The activist continued to defy the regime. Speaking about her schooldays she said: “The operation has always been happening. It just changes and fluctuates overtime, especially with the Government crackdown. Even while in school I would always try to show my opposition. The principal told me I had to follow the rules but I would not do it. Because of this, my parents were often brought in to provide an explanation but they were on my side and argued that what they were following was against their ethical views.” 

Shadi was regularly threatened with expulsion. However, her test scores were so impressive they feared her absence might bring down the school’s overall average. “We were ordered to wear a hijab since some of our teachers were male. You can’t go to school or do anything in society without a hijab. It was when I was wearing mine improperly that I was threatened with expulsion. Praying in the mosques was mandatory but I came up with every excuse not to go. 

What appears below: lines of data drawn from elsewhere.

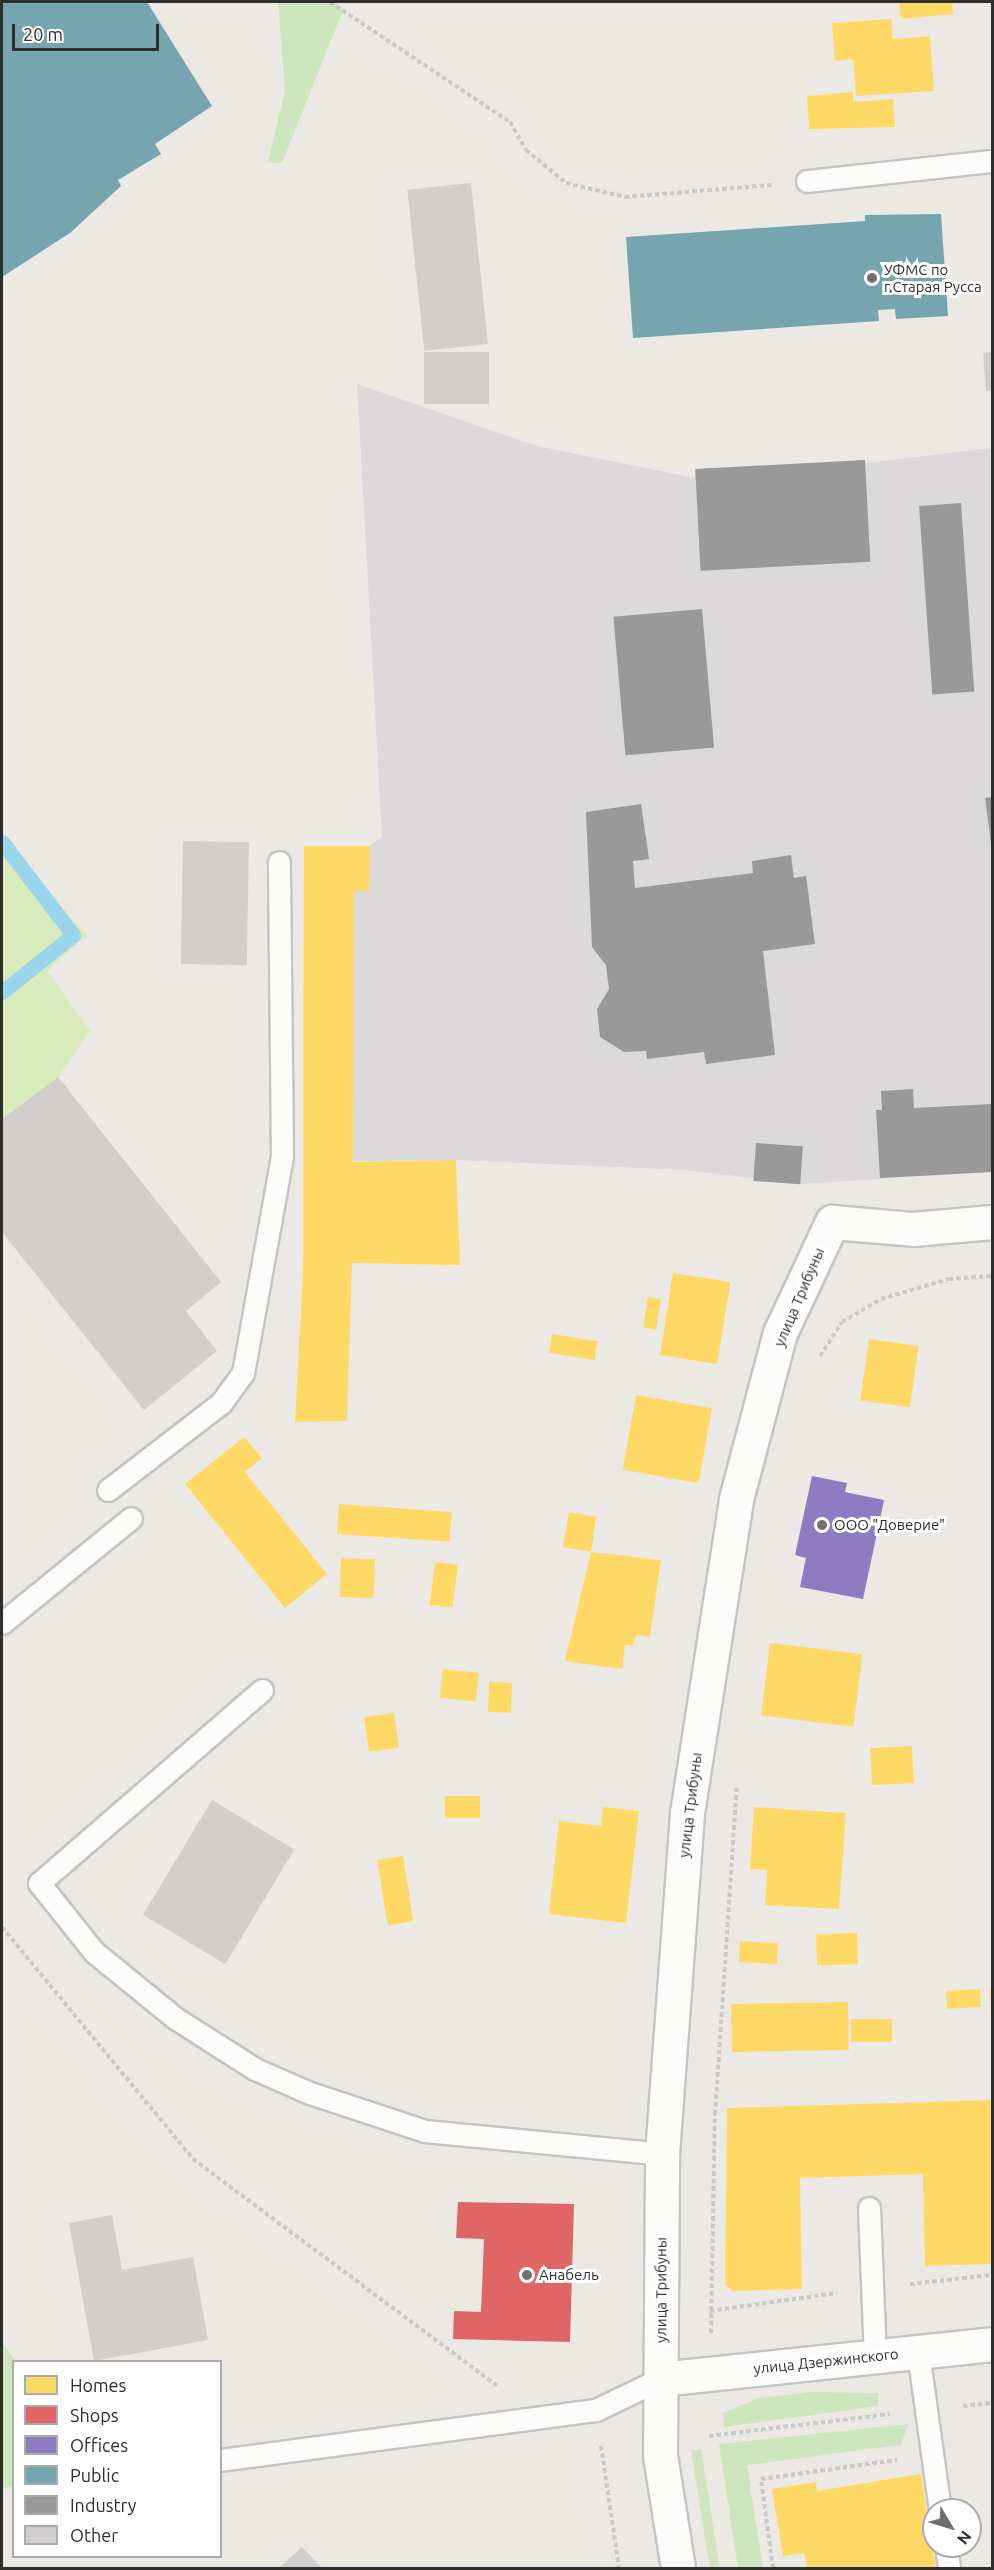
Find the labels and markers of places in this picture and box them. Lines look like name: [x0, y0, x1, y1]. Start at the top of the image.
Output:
place label: УФМС по г.Старая Русса: [884, 260, 982, 295]
marker: УФМС по г.Старая Русса: [865, 271, 879, 285]
place label: ООО "Доверие": [834, 1516, 945, 1534]
marker: ООО "Доверие": [815, 1518, 829, 1532]
place label: Анабель: [539, 2266, 599, 2284]
marker: Анабель: [520, 2268, 534, 2282]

"It wasn’t what I believed but rather what the government want society to believe.”

Shadi, whose parents are now based in Boston, said she will continue to speak out against the regime. “I’m trying to amplify the voices of those forced to stay silent; anything to show the world what’s going on. My relatives are still there so it’s a good opportunity to be the voice of the people. Women’s rights are ignored. We are second - maybe even third or fourth-class citizens. If you want to leave the country you need the permission of your husband or partner. A woman is unable to undergo surgery without the approval of her husband first. All these requirements are dominating people’s lives.”

She refuses to give up hope. “It’s horrifying but at the same time we are optimistic because we know that nothing can break this unity. What happened was a spark in our society.”

She praised the courage of activists in Iran.

“People from the ages of 10 to 80 are facing guns and bullets. We cannot live under this dictatorship. Many in Iran feel they have nothing to lose and want to make life better for the next generation. They are being shot with bullets in their eyes. So many have lost their eyes for just being on the streets. Iranians no longer want a reform of the regime, they want an end to it.”